Bakkal Amca
Bakkal Amca
1970’li yıllardı. Mahalle sakinleri bakkal sahibinin adını koyarak anardı. Evimizin karşısında bakkal amcamız “Bakkal Abidin Amca” vardı. Büyüklerimiz “oğlum/kızım git bakkal Abidin Amcandan, “iki ekmek yarım kilo zeytin, iki yüz gram peynir dört tanede yumurta al hesaba yazsın” derdi. Öte yandan askerdeki oğlundan telefon gelirdi. Genellikle telefonlar bakkallarda olurdu. Bakkal çırağı koşar gelir Ayşe Teyze oğlun arıyor koş hele…”Sözü üzerine elinin hamuruyla, bulaşığıyla bakkal amcaya telefona koşardı Ayşe Teyze. Kamuda memur Rafet Amca, elindeki file dolusu eşyayı bakkala uğrayıp “Ben gelene kadar size emanet” deyip gideceği yere, gönül rahatlığıyla giderdi.
Neydi o günler!..
Bugünlerde ise zincir market denilen alışveriş işyerleri hakkında her gün bir haber okur olduk. Fiyatlarla oynandığı iddia ediliyor ve sık sık ürünlere zam yapıldığı ve de son kullanma günü geçen ürünlerin satılmaya çalışıldığı iddiaları gibi haberler sık sık tv kanallarında gazete manşetlerinde gündeme gelmeye başladı.
Bu zincir marketler neden icat edildi. İhtiyaç mıydı? Sanki mahallemize hatta sokağımıza kadar giren birer yabancıymış gibi geldi bana…

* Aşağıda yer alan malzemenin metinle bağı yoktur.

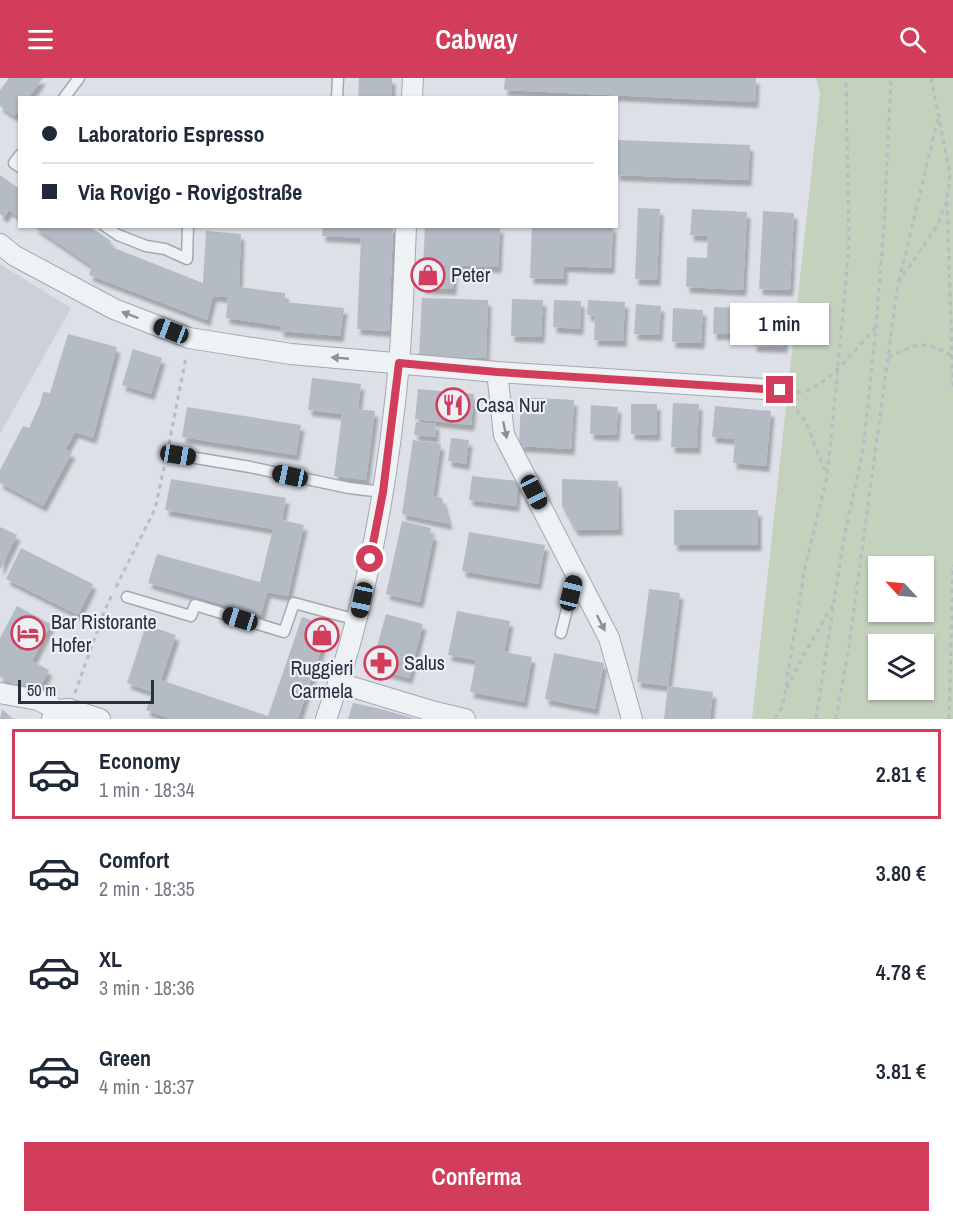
<!DOCTYPE html>
<html lang="it">
<head>
<meta charset="utf-8">
<style>
  :root { --surface:#fff; --page:#f6f6f7; --text:#1f2937; --muted:#747a83; --line:#e0e1e3; --accent:#d13d5b }
  body { margin:0; font-family:"Archivo Narrow",sans-serif; background:var(--page); color:var(--text); height:100vh; display:flex; flex-direction:column; font-size:22px; white-space:nowrap }
  * { box-sizing:border-box; margin:0 }
  p { font-size:20px; color:var(--muted) }
  .icon { flex:none; width:33px; height:33px; fill:none; stroke:currentColor; stroke-width:2; stroke-linecap:round; stroke-linejoin:round }
  .map { position:relative; height:641px; overflow:hidden }
  .sheet { display:flex; flex-direction:column; background:var(--surface); flex:1 }
  .sheet>* { flex:none }
  .guide { position:absolute; left:18px; top:18px; width:600px; height:132px; border-radius:0px; box-shadow:0 2px 4px #0004; display:grid; align-content:center; height:132px; padding:0 24px; background:var(--surface) }
  .needle { width:39px; rotate:296deg }
  .controls { position:absolute; left:868px; top:478px; display:grid; gap:12px }
  .controls a { display:grid; place-items:center; width:66px; height:66px; border-radius:0px; background:var(--surface); box-shadow:0 2px 4px #0004; font-size:30px }
  .scale { position:absolute; left:18px; bottom:15px; width:136px; box-sizing:border-box; padding-left:6px; border:3px solid #26303e; border-top:0; font-size:16px; line-height:21px; white-space:nowrap; color:#26303e; -webkit-text-stroke:4px #ecf0f5; paint-order:stroke }
  .end { position:absolute; width:27px; height:27px; margin:-14px; border:8px solid #d13d5b; background:#fff; box-shadow:0 0 0 3px #fff }
  .from { border-radius:50% }
  .bubble { position:absolute; height:42px; border-radius:0px; background:var(--surface); box-shadow:0 2px 4px #0004; font-size:20px; font-weight:600; line-height:42px; text-align:center }
  .car { position:absolute; width:18px; height:36px; margin:-18px -9px; border-radius:8px; box-shadow:0 0 4px 2px #0007; background:linear-gradient(#222 24%,#8ab4d8 0 40%,#222 0 76%,#8ab4d8 0 86%,#222 0) }
  .guide b { display:flex; align-items:center; gap:21px; height:57px; font-size:22px }
  .guide b+b { border-top:2px solid var(--line) }
  .guide i { width:15px; height:15px; background:var(--text) }
  ul { padding:10px 0 0; list-style:none }
  li { display:flex; align-items:center; gap:18px; height:90px; margin:0 12px 9px; padding:0 12px; border:3px solid transparent; border-radius:0px }
  li div { flex:1 }
  li b { display:block; font-size:22px }
  li em { font-style:normal; font-weight:600 }
  li.active { border-color:var(--accent) }
  li>.icon { width:54px; height:54px; stroke-width:1.5 }
  .button { display:flex; gap:12px; margin-top:auto; padding:12px 24px }
  .button a { flex:1; height:69px; border-radius:0px; background:var(--accent); color:#fff; font-size:24px; font-weight:600; line-height:69px; text-align:center }
  header { display:flex; justify-content:space-between; align-items:center; height:78px; padding:0 24px; background:var(--accent); color:#fff; font-size:27px; font-weight:600 }
  .map>svg:first-child { display:block }
  .built { fill:#cbd0d9 }
  .green { fill:#c3d1bd; fill-rule:evenodd }
  .building { fill:#b4bbc4; filter:url(#shadow) }
  .lines { fill:none; stroke-linecap:round; stroke-linejoin:round }
  .service-casing { stroke:#a2a8b1; stroke-width:13 }
  .minor-casing { stroke:#a2a8b1; stroke-width:22 }
  .path { stroke:#b7bcc2; stroke-width:3; stroke-dasharray:4.5 4.5; stroke-linecap:butt }
  .service { stroke:#eff2f5; stroke-width:10 }
  .minor { stroke:#eff2f5; stroke-width:20 }
  .oneway { fill:#8a919a }
  .route { stroke:#d13d5b; stroke-width:8 }
  .labels { text-anchor:middle; stroke-width:4.5; stroke-linejoin:round; paint-order:stroke }
  .poi-label { font-size:20px; fill:#26303e; stroke:#ecf0f5; text-anchor:start }
</style>
</head>
<body>
<header><svg class="icon" aria-label="menu" viewBox="0 0 24 24"><path d="M4 6h16M4 12h16M4 18h16"/></svg>Cabway<svg class="icon" aria-label="search" viewBox="0 0 24 24"><circle cx="10" cy="10" r="6"/><path d="M15 15l6 6"/></svg></header>
<div class="map">
<svg width="953" height="641" viewBox="0 0 953 641">
  <defs>
    <filter id="shadow"><feDropShadow dx="3.5" dy="6" stdDeviation="1.5" flood-color="#0004"/></filter>
  </defs>
  <rect width="100%" height="100%" fill="#dde1e7"/>
  <path class="built" d="M0 186 71 230 0 356Z"/>
  <path class="green" d="M816 0H953V641H752L820 16ZM879 489H924V534H879ZM879 567H924V612H879Z"/>
  <path class="building" d="M9 0H43L28 20H20V32L14 38 0 28V12Z
    M359 0H392V20H358Z
    M505 0H756L755 24 504 12Z
    M616 62 750 67 748 102 616 97Z
    M0 97 20 111V140L9 132 4 139 0 136Z
    M638 130 660 131 657 202 635 201Z
    M692 131 747 134 743 212 686 209 687 179 707 180 708 158 690 157Z
    M763 133 794 135 790 212 759 211Z
    M33 148H89L111 163 109 168 203 205 206 153 241 156 239 209 285 215V224L344 230 340 258 280 253 281 248 226 240 228 219 213 218 207 242 89 197 92 188Z
    M323 148H393L389 253 357 251 361 160 322 158Z
    M425 148 500 149 498 189 454 187 453 211 422 210Z
    M532 148H613L611 190 564 188V201L530 200Z
    M422 220 488 222 486 280 419 278Z
    M512 221 543 222 541 259 511 258Z
    M554 222 581 223 580 251 553 249Z
    M588 222 625 224 623 263 594 262 595 238 587 237Z
    M636 226 661 228 659 257 634 256Z
    M714 229 742 230V256H713Z
    M673 230 703 232 701 265 672 264Z
    M755 232 785 233 784 269 753 268Z
    M68 256 117 269 93 360 75 354 65 372 72 374 43 428 0 405V392L23 348 29 350 40 326 43 314 50 315Z
    M133 271 162 280 151 316 122 307Z
    M312 300 361 306 358 331 375 333 366 402 334 398 342 336 308 332Z
    M418 311 474 316 471 347 415 341Z
    M521 319 574 322 571 371 519 368Z
    M673 325 699 326 697 370 671 369Z
    M631 326H657V357L631 356Z
    M591 327 618 329 616 357 590 356Z
    M715 328 771 333 766 388 733 385 735 361 712 359Z
    M187 329 301 347 296 377 182 359Z
    M416 344 436 346 435 359 414 357Z
    M451 360 469 362 466 386 448 383Z
    M413 362 441 366 433 418 442 420 449 446 402 436Z
    M472 398 518 403 516 428 469 422Z
    M171 401 286 420 282 442 304 447 288 518 267 514 261 537 148 505 157 476 260 504 273 451 165 432Z
    M562 401 618 403 619 451 575 452 562 428Z
    M674 432H758V467H674Z
    M402 443 431 450 430 456 434 457 420 524 386 516Z
    M0 449 17 457 0 492Z
    M469 454 545 467 538 506 462 493Z
    M21 470 93 506 78 537 6 501Z
    M649 511 680 515 668 608 713 614 710 641H664L668 608 637 604Z
    M17 528 51 546 32 583 49 592 36 618 0 599V560Z
    M457 533 510 543 504 574 532 579 524 624 470 614 476 582 448 577Z
    M386 536 423 546 409 600 371 590Z
    M302 539 329 548 298 641H171L146 632 152 614 127 605 146 547 176 557 161 602 268 638Z
    M554 575 604 585 595 631 545 621Z
    M353 625 381 631 416 641H348Z
    M2 631 13 641H0Z"/>
  <g class="lines">
    <g class="service-casing">
      <path id="service" d="M64 20 79 0
        M337 20 338 0
        M20 77 14 85 20 89
        M105 148 118 157 146 168 165 171 187 181 188 148
        M178 377 250 389 349 410 383 414
        M127 519 191 538 195 527 284 554 294 525 357 542
        M561 555 575 499"/>
    </g>
    <g class="minor-casing">
      <path id="minor" d="M412 20 413 0
        M0 166 15 178 114 231 189 260 291 276 497 294 780 312
        M497 294 504 357 609 560 632 641
        M339 605 435 634 465 641
        M0 615 38 622 58 632
        M52 641 58 632 69 631 100 641
        M326 641C367 527 388 406 399 285 403 240 404 194 406 148"/>
    </g>
    <path class="path" d="M931 0 950 96 947 122 953 311
      M899 203 938 40
      M888 279C918 266 923 261 952 278
      M797 314C822 316 860 266 876 249
      M791 325 806 344 826 396
      M169 366 186 279
      M116 509 155 431 165 385
      M787 610 802 580 833 526
      M75 615 104 534 112 517
      M775 641 783 627 805 489 827 399 838 289 849 166 846 0
      M816 641 844 459 863 373 876 248 884 149 891 0
      M836 641 849 568 898 205 937 148 947 122
      M949 641 953 487"/>
    <use href="#service" class="service"/>
    <use href="#minor" class="minor"/>
  </g>
  <defs><path id="oneway-solid" d="M-6-.8H1V-3.2L6.5 0L1 3.2V.8H-6Z" transform="scale(1.5)"/></defs>
  <g class="oneway">
    <use href="#oneway-solid" transform="translate(130 237) rotate(-159)"/>
    <use href="#oneway-solid" transform="translate(340 280) rotate(-175)"/>
    <use href="#oneway-solid" transform="translate(505 352) rotate(78)"/>
    <use href="#oneway-solid" transform="translate(601 545) rotate(63)"/>
  </g>
  <g class="lines">
    <path class="route" d="M370 481 383 414 399 285 497 294 780 312"/>
  </g>
  <defs>
    <g id="shop-ring" transform="scale(1.725)"><circle r="9.5" fill="#ecf0f5" stroke="#d13d5b" stroke-width="1.5"/><path d="M-5-2.5h2.3a2.7 3.5 0 0 1 5.4 0H5L5.5 6h-11ZM-1.5-2.5h3a1.5 2.3 0 0 0-3 0Z" fill="#d13d5b"/></g>
    <g id="restaurant-ring" transform="scale(1.725)"><circle r="9.5" fill="#ecf0f5" stroke="#d13d5b" stroke-width="1.5"/><path d="M-5-6h1v4h1v-4h1v4h1v-4h1v5L-1.5 .5V6h-2V.5L-5-1ZM5-6V6H3V1.5H1.5Q1.5-4 5-6Z" fill="#d13d5b"/></g>
    <g id="hotel-ring" transform="scale(1.725)"><circle r="9.5" fill="#ecf0f5" stroke="#d13d5b" stroke-width="1.5"/><path d="M-6-4.5h1.5V1H6V5H4.5V3h-9V5H-6ZM-4 0a1.8 1.8 0 1 1 3.6 0ZM.5 0V-2.5h3Q6-2.5 6 0Z" fill="#d13d5b"/></g>
    <g id="pharmacy-ring" transform="scale(1.725)"><circle r="9.5" fill="#ecf0f5" stroke="#d13d5b" stroke-width="1.5"/><path d="M-2-6h4v4h4v4h-4v4h-4v-4h-4v-4h4Z" fill="#d13d5b"/></g>
  </defs>
  <g fill-rule="evenodd">
    <use href="#shop-ring" x="428" y="197"/>
    <use href="#restaurant-ring" x="453" y="327"/>
    <use href="#hotel-ring" x="28" y="555"/>
    <use href="#shop-ring" x="322" y="557"/>
    <use href="#pharmacy-ring" x="381" y="585"/>
  </g>
  <g class="labels">
    <g class="poi-label">
      <text x="451" y="204">Peter</text>
      <text x="476" y="334">Casa Nur</text>
      <text x="51" y="551">Bar Ristorante<tspan x="51" dy="23">Hofer</tspan></text>
      <text x="404" y="592">Salus</text>
      <text x="322" y="597" text-anchor="middle">Ruggieri<tspan x="322" dy="23">Carmela</tspan></text>
    </g>
  </g>
</svg>
<div class="controls">
<a><svg class="needle" viewBox="-14 -14 28 28"><path d="M0-13l5 13h-10z" fill="#e53935"/><path d="M0 13l5-13h-10z" fill="#747a83"/></svg></a>
<a><svg class="icon" aria-label="layers" viewBox="0 0 24 24"><path d="M12 4l9 5-9 5-9-5zM3 14l9 5 9-5"/></svg></a>
</div>
<div class="scale">50 m</div>
<i class="end from" style="left:370px;top:481px"></i>
<i class="end" style="left:780px;top:312px"></i>
<div class="bubble" style="left:730px;top:225px;width:99px">1 min</div>
<i class="car" style="left:171px;top:253px;rotate:291deg"></i>
<i class="car" style="left:178px;top:377px;rotate:99deg"></i>
<i class="car" style="left:290px;top:398px;rotate:282deg"></i>
<i class="car" style="left:534px;top:414px;rotate:153deg"></i>
<i class="car" style="left:571px;top:515px;rotate:14deg"></i>
<i class="car" style="left:362px;top:522px;rotate:192deg"></i>
<i class="car" style="left:240px;top:541px;rotate:287deg"></i>
<div class="guide">
<b><i class="from"></i>Laboratorio Espresso</b>
<b><i></i>Via Rovigo - Rovigostraße</b>
</div>
</div>
<section class="sheet">
<ul>
<li class="active"><svg class="icon" aria-label="car" viewBox="0 0 24 24"><path d="M5 17H2v-5l4-1 3-4h7l3 4 3 1v5h-3M9 17h6M6 11h13"/><circle cx="7" cy="17" r="2"/><circle cx="17" cy="17" r="2"/></svg><div><b>Economy</b><p>1 min · 18:34</p></div><em>2.81 €</em></li>
<li><svg class="icon" aria-label="car" viewBox="0 0 24 24"><path d="M5 17H2v-5l4-1 3-4h7l3 4 3 1v5h-3M9 17h6M6 11h13"/><circle cx="7" cy="17" r="2"/><circle cx="17" cy="17" r="2"/></svg><div><b>Comfort</b><p>2 min · 18:35</p></div><em>3.80 €</em></li>
<li><svg class="icon" aria-label="car" viewBox="0 0 24 24"><path d="M5 17H2v-5l4-1 3-4h7l3 4 3 1v5h-3M9 17h6M6 11h13"/><circle cx="7" cy="17" r="2"/><circle cx="17" cy="17" r="2"/></svg><div><b>XL</b><p>3 min · 18:36</p></div><em>4.78 €</em></li>
<li><svg class="icon" aria-label="car" viewBox="0 0 24 24"><path d="M5 17H2v-5l4-1 3-4h7l3 4 3 1v5h-3M9 17h6M6 11h13"/><circle cx="7" cy="17" r="2"/><circle cx="17" cy="17" r="2"/></svg><div><b>Green</b><p>4 min · 18:37</p></div><em>3.81 €</em></li>
</ul>
<div class="button"><a>Conferma</a></div>
</section>
</body>
</html>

Bana sorarsanız ihtiyaç değildi.
Her mahallenin sokaklarında bizden biri olan zaten bir “Bakkal Amca” ile “Manavımız-Kasabımız” vardı. Kimi zaman paramız olmasa da veresiye verirlerdi. Emanet bırakılır, borç bile alınırdı. Aileden biriydiler sanki. Cenazelere katılırlar düğünlere ise davet edilirlerdi, birlikte üzülür birlikte ağlanılırdı. Kardeş gibiydik o günlerde…
Özlüyoruz onları!
Hadi gidin zincir marketin birine paranız olmazsa alış veriş yaptırırlar mı size? Bir deneyin!
“Bize bizi bilen gerek, çağırmadan gelen gerek” şarkı sözünde olduğu gibi… Bildiğimiz bakkal amcaya manava-kasaba selam olsun!
Sağlıcakla kalın!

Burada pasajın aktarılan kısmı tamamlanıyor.